The anger was gone as quickly as it came, leaving shame in its wake. God, why did she have to be this way? Why did she do these stupid things, never thinking first, never stopping herself? She wanted to sink into the floor, to creep to her bed and stay there until day dimmed to night and she could disappear into herself and her sorrow.
"Roan," he said, holding her up with one arm, gently pushing her hair out of her face with the other. "Roan, honey. It's all right."
"It's not all right," she mumbled. Because she'd wrecked it again.

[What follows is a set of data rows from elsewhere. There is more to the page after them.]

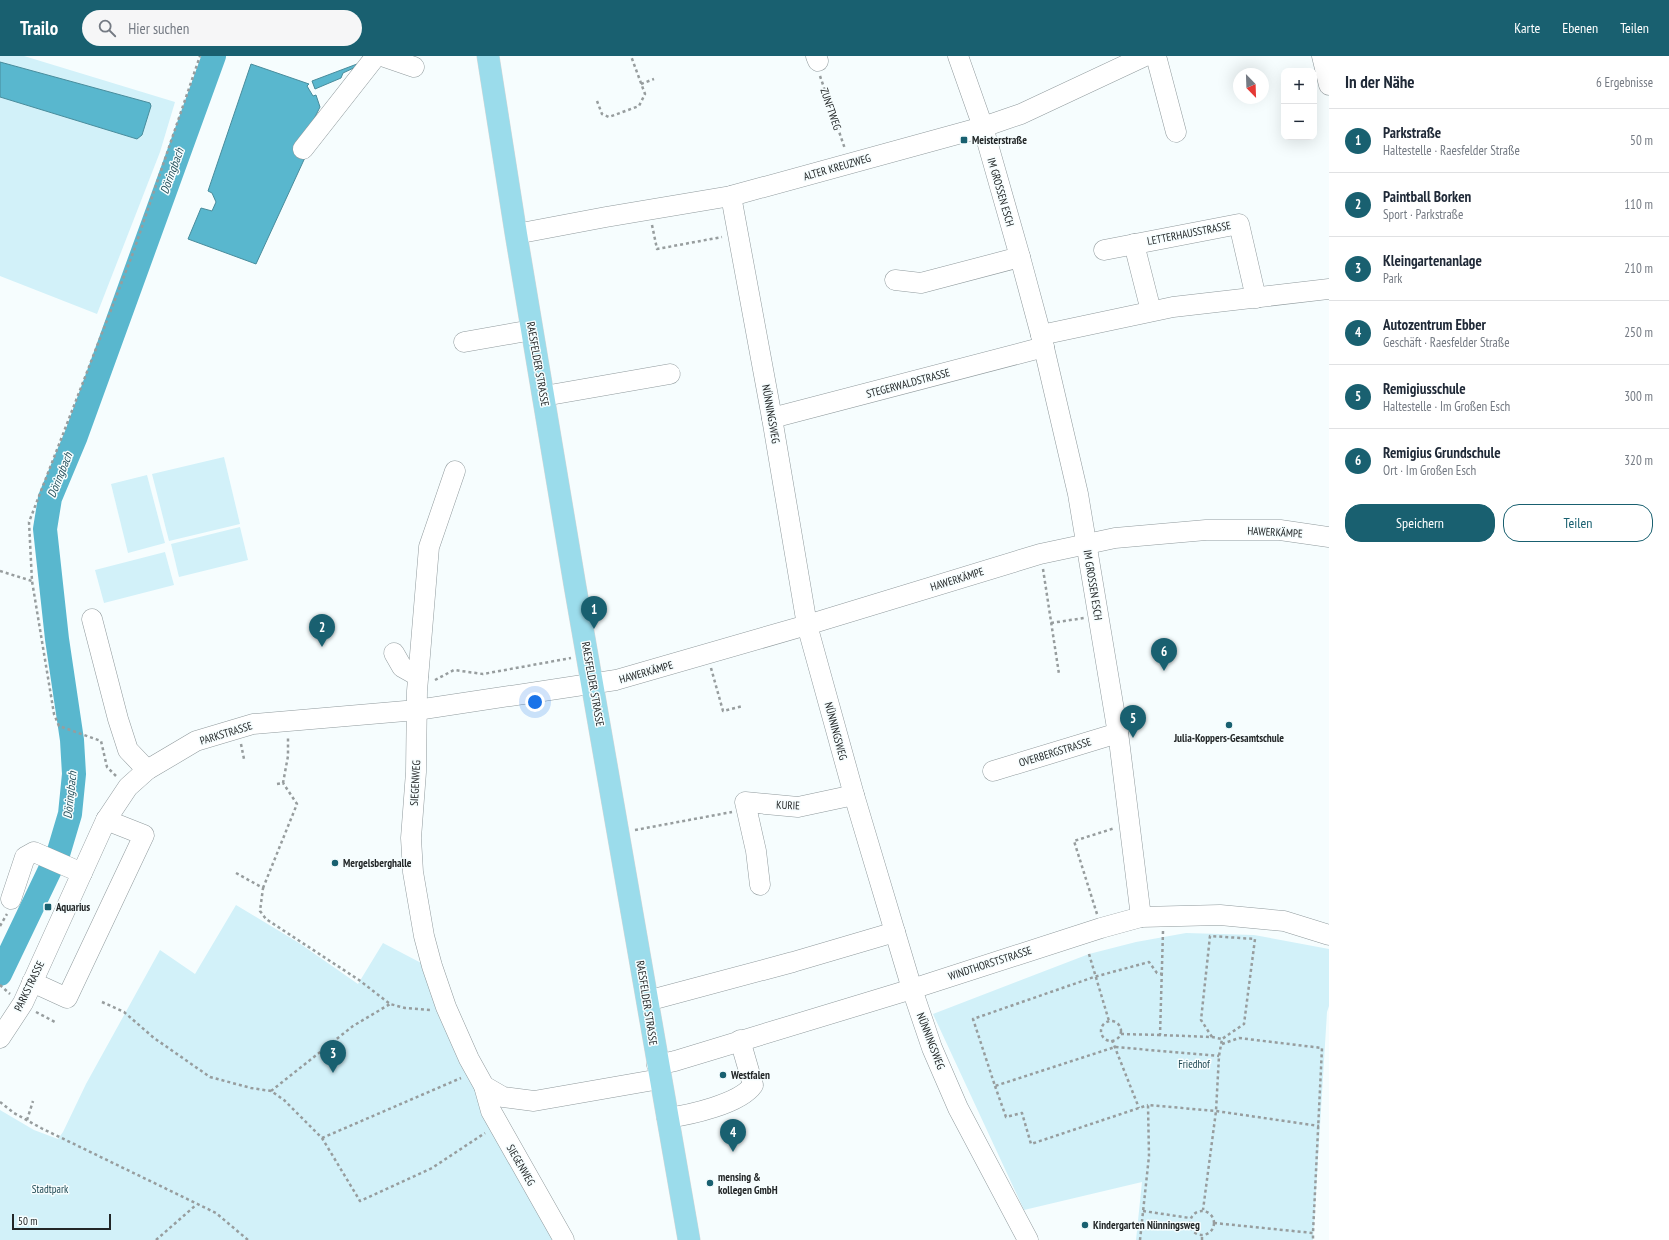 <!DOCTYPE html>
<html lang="de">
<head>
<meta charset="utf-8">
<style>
  :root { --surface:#fff; --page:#f6f6f7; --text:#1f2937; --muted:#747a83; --line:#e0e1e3; --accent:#196070 }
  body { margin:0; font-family:"PT Sans Narrow",sans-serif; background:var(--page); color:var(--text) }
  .controls { position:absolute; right:12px; top:12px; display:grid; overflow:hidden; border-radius:8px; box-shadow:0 4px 16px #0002 }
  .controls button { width:36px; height:36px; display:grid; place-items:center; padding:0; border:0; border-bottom:1px solid var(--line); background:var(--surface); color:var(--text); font:20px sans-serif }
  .compass { position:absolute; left:1233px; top:12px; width:36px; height:36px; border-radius:50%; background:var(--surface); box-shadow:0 4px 16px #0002; rotate:157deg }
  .scale { position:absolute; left:12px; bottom:10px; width:99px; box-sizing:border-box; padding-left:4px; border:2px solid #222627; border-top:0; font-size:11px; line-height:14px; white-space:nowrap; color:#222627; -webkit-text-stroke:3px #f6fdfe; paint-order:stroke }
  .you { position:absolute; left:535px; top:646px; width:14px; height:14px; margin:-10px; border:3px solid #fff; border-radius:50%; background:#1a73e8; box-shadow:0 0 0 6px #1a73e833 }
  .badge { display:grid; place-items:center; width:26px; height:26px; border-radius:50%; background:var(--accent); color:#fff; font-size:13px; font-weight:700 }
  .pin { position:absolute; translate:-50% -33px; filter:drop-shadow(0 1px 2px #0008) }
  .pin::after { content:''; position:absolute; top:21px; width:14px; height:12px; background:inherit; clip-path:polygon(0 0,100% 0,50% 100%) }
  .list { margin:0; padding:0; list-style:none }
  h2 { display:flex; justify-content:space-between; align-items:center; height:52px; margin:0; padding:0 16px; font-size:17px }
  h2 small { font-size:13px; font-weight:400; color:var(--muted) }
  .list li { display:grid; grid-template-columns:26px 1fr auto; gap:12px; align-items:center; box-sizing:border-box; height:64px; padding:0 16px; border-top:1px solid var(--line) }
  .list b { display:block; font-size:15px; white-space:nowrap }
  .list p { margin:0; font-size:13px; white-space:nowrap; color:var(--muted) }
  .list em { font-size:13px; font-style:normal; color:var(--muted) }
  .actions { display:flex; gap:8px; padding:12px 16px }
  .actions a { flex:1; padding:9px 0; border:1px solid var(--accent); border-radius:16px; text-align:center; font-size:14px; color:var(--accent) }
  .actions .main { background:var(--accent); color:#fff }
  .icon { flex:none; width:22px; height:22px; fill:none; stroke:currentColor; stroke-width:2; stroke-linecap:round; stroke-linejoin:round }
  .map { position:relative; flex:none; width:1329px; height:1184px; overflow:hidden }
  header { display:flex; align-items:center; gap:24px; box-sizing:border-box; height:56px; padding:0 20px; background:var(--accent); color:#fff }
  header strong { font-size:19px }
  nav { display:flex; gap:22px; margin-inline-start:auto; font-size:14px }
  .search { width:280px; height:36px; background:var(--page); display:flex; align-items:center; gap:10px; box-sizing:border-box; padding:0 14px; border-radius:22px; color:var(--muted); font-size:15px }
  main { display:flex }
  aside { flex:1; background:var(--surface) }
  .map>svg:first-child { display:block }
</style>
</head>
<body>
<header>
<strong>Trailo</strong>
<div class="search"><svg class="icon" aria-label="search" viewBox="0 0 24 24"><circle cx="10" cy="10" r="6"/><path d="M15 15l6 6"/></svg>Hier suchen</div>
<nav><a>Karte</a><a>Ebenen</a><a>Teilen</a></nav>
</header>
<main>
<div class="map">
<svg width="1329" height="1184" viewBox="0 0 1329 1184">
  <rect width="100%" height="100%" fill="#f6fdfe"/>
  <g fill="#d2f1f9">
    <path d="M0,0H24L175,46L160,96L97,258L0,220V41L137,83L150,47L0,6Z"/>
    <path d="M224,401L240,468L169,485L152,418Z"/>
    <path d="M147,419L165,487L128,497L111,428Z"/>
    <path d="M240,471L248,504L179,521L171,488Z"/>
    <path d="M165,496L174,529L104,547L95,514Z"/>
    <path d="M236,849L299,887L358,928L383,887L425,909L560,1184H0V1054L34,1074L58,1083L63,1076L86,1028L160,894L195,918Z"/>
    <path d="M1186,877L1254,879L1329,893V950L1327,956L1313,1184H1136L1142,1126L1024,1154L933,958L1089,898L1136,886Z"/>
  </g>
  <g fill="#59b7ce" stroke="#488c9c">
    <path d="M0,6L150,47L151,50L142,79L137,83L0,41Z"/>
    <path d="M251,8L309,28L307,30L313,40L316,39L320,51L300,91L308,95L256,208L188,183L201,152L212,155L216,146L212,137L208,135Z"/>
    <path d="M357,8L358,10L343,17L341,22L315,33L312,25Z"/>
  </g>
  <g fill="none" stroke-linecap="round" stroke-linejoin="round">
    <path stroke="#59b7ce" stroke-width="24" d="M0,918L59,795L70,758L74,718L72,684L57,583L45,473L50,442L76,380L214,0"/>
    <g stroke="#909a9d" stroke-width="21">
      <g id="minor">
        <path d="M382,0L414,11"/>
        <path d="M816,0L818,5"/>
        <path d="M958,0L983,71L1020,201L1041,279L1078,438L1119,684L1141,861"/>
        <path d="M1156,0L1176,76"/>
        <path d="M1322,0L1329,29"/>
        <path d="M303,93L376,0"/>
        <path d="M731,140L772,362L807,569L854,739L912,933L932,992L958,1052L1028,1184"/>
        <path d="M516,178L606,161L731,140L983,71L1021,58L1145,0"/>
        <path d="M1134,188L1151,255"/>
        <path d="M1104,194L1239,168L1256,242"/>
        <path d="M895,224L921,227L1020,201"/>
        <path d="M1041,279L1173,251L1329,233"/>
        <path d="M464,286L532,274"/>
        <path d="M544,340L670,318"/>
        <path d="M772,362L1044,291"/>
        <path d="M455,415L429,491L417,635L416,716L411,782L413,816L424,880L432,910L446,951L469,1003L484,1030L491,1055L564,1184"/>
        <path d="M92,563L118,663L128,694L147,714"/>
        <path d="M394,597L402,611L418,620"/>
        <path d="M993,715L1118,677"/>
        <path d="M760,829L756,795L745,746L798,751L854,739"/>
        <path d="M11,843L25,801L34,796L82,817"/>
        <path d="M32,926L67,942L144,779L106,764"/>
        <path d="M647,945L793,906L895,876"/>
        <path d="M0,982L23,947L106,764L128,731L147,714L196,685L253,668L417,654L616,624L807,569L1040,498L1087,488L1115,482L1206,474H1280L1329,481"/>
        <path d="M657,1009L675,1005L912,933L1101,872L1141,861L1220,859L1284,865L1329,879"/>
        <path d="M484,1030L503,1041L534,1045L660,1023"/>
        <path d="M667,1062C689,1059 740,1048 753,1029L740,984"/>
      </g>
    </g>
    <g stroke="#d7d8d8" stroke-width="23">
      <path id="major" d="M488,0L516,178L575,530L689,1184"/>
    </g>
    <g stroke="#979d9e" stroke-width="2.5" stroke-dasharray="3 3" stroke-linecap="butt">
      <path d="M820,20L845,93"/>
      <path d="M641,28L654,23"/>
      <path d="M597,45L602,58L609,61L639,50L645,38L631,0"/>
      <path d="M652,169L657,193L722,181"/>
      <path d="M1043,513L1059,618"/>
      <path d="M0,515L32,525"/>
      <path d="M1051,567L1084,562"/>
      <path d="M711,612L723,655L743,650"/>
      <path d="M435,624L454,614L483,618L571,602"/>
      <path d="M241,688L244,703"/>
      <path d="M116,720L107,711L101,685L59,670L54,658L32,525L29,466L133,197L200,0"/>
      <path d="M277,728L283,727L288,700V681"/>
      <path d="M635,774L732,756"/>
      <path d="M236,817L263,832L260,855L266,863L359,924L390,948L405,952L430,954"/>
      <path d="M263,832L297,748L283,727"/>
      <path d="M1097,858L1074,785L1115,772"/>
      <path d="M0,870L7,858"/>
      <path d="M1163,875L1160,979L1212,981L1222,983L1219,1000L1216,1055L1203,1154"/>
      <path d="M1089,898L1109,965"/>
      <path d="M1163,918L1157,917L1149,906L1094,921L973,963L995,1030L1115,991L1219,1000"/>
      <path d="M0,929L10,938"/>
      <path d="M102,946L124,956L154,982L210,1021L251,1032L271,1035L284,1044L322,1082L360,1145L432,1112L485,1077"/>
      <path d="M36,956L55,966"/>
      <circle cx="1111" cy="975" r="10"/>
      <path d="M1121,978L1160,979"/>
      <path d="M1212,981L1201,964L1210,880L1255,883L1244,968L1222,983"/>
      <path d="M1112,984L1139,1052"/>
      <path d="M1222,988L1239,982L1322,992L1313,1177"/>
      <path d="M995,1030L1006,1061L1022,1057L1031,1088L1148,1049"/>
      <path d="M271,1035L353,970L390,948"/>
      <path d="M0,1046L14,1057L41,1072L216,1157L248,1184"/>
      <path d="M27,1064L33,1045"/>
      <path d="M322,1082L461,1022"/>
      <circle cx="1202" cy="1167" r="12"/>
      <path d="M1143,1155L1190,1162"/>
      <path d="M1214,1167L1313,1177V1184"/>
      <path d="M156,1184L196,1149"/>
      <path d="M1140,1184L1149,1100L1148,1049L1216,1055L1319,1070"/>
      <path d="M1202,1184V1179"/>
    </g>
    <use href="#minor" stroke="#fff" stroke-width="20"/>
    <use href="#major" stroke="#9bdceb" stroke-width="22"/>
  </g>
  <g fill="#196070" stroke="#f6fdfe" stroke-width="1.5">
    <rect x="960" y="80" width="8" height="8" rx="2"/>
    <circle cx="1229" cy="669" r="4"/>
    <circle cx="335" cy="807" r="4"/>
    <rect x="44" y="847" width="8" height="8" rx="2"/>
    <circle cx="723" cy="1019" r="4"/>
    <circle cx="710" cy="1127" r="4"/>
    <circle cx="1085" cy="1169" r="4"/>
  </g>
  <g text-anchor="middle" stroke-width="3" stroke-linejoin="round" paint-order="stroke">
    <g font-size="11" fill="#222627" stroke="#f6fdfe">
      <text transform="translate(831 53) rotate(71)" y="4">ZUNFTWEG</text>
      <text transform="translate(837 111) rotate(-16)" y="4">ALTER KREUZWEG</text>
      <text transform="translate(1001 136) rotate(74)" y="4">IM GROSSEN ESCH</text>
      <text transform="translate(1189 177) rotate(-11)" y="4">LETTERHAUSSTRASSE</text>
      <text transform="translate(538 308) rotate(80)" y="4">RAESFELDER STRASSE</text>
      <text transform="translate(908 327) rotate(-15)" y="4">STEGERWALDSTRASSE</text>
      <text transform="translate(771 358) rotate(80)" y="4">NÜNNINGSWEG</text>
      <text transform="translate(1275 476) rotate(3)" y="4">HAWERKÄMPE</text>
      <text transform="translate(957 523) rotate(-17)" y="4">HAWERKÄMPE</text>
      <text transform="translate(1093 529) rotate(81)" y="4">IM GROSSEN ESCH</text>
      <text transform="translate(646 616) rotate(-16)" y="4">HAWERKÄMPE</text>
      <text transform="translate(593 628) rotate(80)" y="4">RAESFELDER STRASSE</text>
      <text transform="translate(836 675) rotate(75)" y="4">NÜNNINGSWEG</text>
      <text transform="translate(226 677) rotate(-17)" y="4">PARKSTRASSE</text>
      <text transform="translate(1055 696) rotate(-17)" y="4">OVERBERGSTRASSE</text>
      <text transform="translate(415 727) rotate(-87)" y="4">SIEGENWEG</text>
      <text transform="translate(788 749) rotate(2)" y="4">KURIE</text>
      <text transform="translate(990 907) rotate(-18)" y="4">WINDTHORSTSTRASSE</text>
      <text transform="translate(29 930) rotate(-64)" y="4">PARKSTRASSE</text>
      <text transform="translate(647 947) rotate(81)" y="4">RAESFELDER STRASSE</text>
      <text transform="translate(931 985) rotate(69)" y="4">NÜNNINGSWEG</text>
      <text transform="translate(521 1109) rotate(60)" y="4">SIEGENWEG</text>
    </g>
    <g font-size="11" font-weight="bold" fill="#222627" stroke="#f6fdfe" text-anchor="start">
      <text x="972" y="88">Meisterstraße</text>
      <text x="1229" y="686" text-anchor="middle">Julia-Koppers-Gesamtschule</text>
      <text x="343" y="811">Mergelsberghalle</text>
      <text x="56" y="855">Aquarius</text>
      <text x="731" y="1023">Westfalen</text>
      <text x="718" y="1125">mensing &amp;<tspan x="718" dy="13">kollegen GmbH</tspan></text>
      <text x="1093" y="1173">Kindergarten Nünningsweg</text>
    </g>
    <g font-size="11" fill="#1d4752" stroke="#f6fdfe">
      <text x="1194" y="1012">Friedhof</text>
      <text x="50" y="1137">Stadtpark</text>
    </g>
    <g font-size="12" font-style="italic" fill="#27515c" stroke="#f6fdfe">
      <text transform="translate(172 115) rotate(-70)" y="4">Döringbach</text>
      <text transform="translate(60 419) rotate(-68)" y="4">Döringbach</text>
      <text transform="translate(70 739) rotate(-84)" y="4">Döringbach</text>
    </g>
  </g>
</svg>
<div class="controls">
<button>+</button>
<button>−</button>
</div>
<svg class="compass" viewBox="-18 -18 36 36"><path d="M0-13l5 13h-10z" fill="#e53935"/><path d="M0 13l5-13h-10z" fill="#747a83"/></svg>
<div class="scale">50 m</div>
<div class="you"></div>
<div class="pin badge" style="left:594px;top:573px">1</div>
<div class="pin badge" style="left:322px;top:591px">2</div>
<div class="pin badge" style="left:333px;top:1017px">3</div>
<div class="pin badge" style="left:733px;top:1096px">4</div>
<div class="pin badge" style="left:1133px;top:682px">5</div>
<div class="pin badge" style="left:1164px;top:615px">6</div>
</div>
<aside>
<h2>In der Nähe<small>6 Ergebnisse</small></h2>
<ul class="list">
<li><span class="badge">1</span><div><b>Parkstraße</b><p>Haltestelle · Raesfelder Straße</p></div><em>50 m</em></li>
<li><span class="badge">2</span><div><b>Paintball Borken</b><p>Sport · Parkstraße</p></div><em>110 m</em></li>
<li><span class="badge">3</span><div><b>Kleingartenanlage</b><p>Park</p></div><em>210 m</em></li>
<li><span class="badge">4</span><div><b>Autozentrum Ebber</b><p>Geschäft · Raesfelder Straße</p></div><em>250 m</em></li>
<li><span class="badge">5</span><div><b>Remigiusschule</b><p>Haltestelle · Im Großen Esch</p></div><em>300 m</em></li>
<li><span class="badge">6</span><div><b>Remigius Grundschule</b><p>Ort · Im Großen Esch</p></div><em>320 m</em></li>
</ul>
<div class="actions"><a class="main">Speichern</a><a>Teilen</a></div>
</aside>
</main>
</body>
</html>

"Not all of it, maybe," he conceded. At least he hadn't tried to cheer her up. She would have hated that. "But there's time to fix things. I promise. I need you to trust me on that. Can you?"
His voice was so gentle, so kind, that she couldn't help nodding. Cal was the last person she should let affect her—and yet he made her believe in him, in hope.
"And some things..." he traced her bottom lip, very gently, with his thumb. His touch stirred the heat back up, a cyclone of sensation as powerful as her anger moments ago. "And some things are fine the way they are. Some things are as they should be."
She held her breath, not sure what he was talking about. Except...the truth was that she
was
sure. Because she felt it too. Cal's kisses yesterday had been unlike any other she'd ever had: they'd been
exactly right
. They fit. They made her want more. They made her
need
more.
Except he hadn't kissed her back. Just now, when she'd practically savaged him with her lips, her teeth, her fists. Well, who could blame him?
He bent close and brushed his lips against hers. Softly...so softly she wasn't sure if she'd imagined the sensation. A sound in her throat sounded like someone else, some needful hungry thing. "Please," she whispered, her voice cracked and raw.
He bent to her again, deepening the kiss with agonizing slowness. His lips were soft and warm and gentle, but when he kissed his way slowly along her jaw, down to her throat, the sensations of his stubble and his teeth nipping her gently were anything but tame.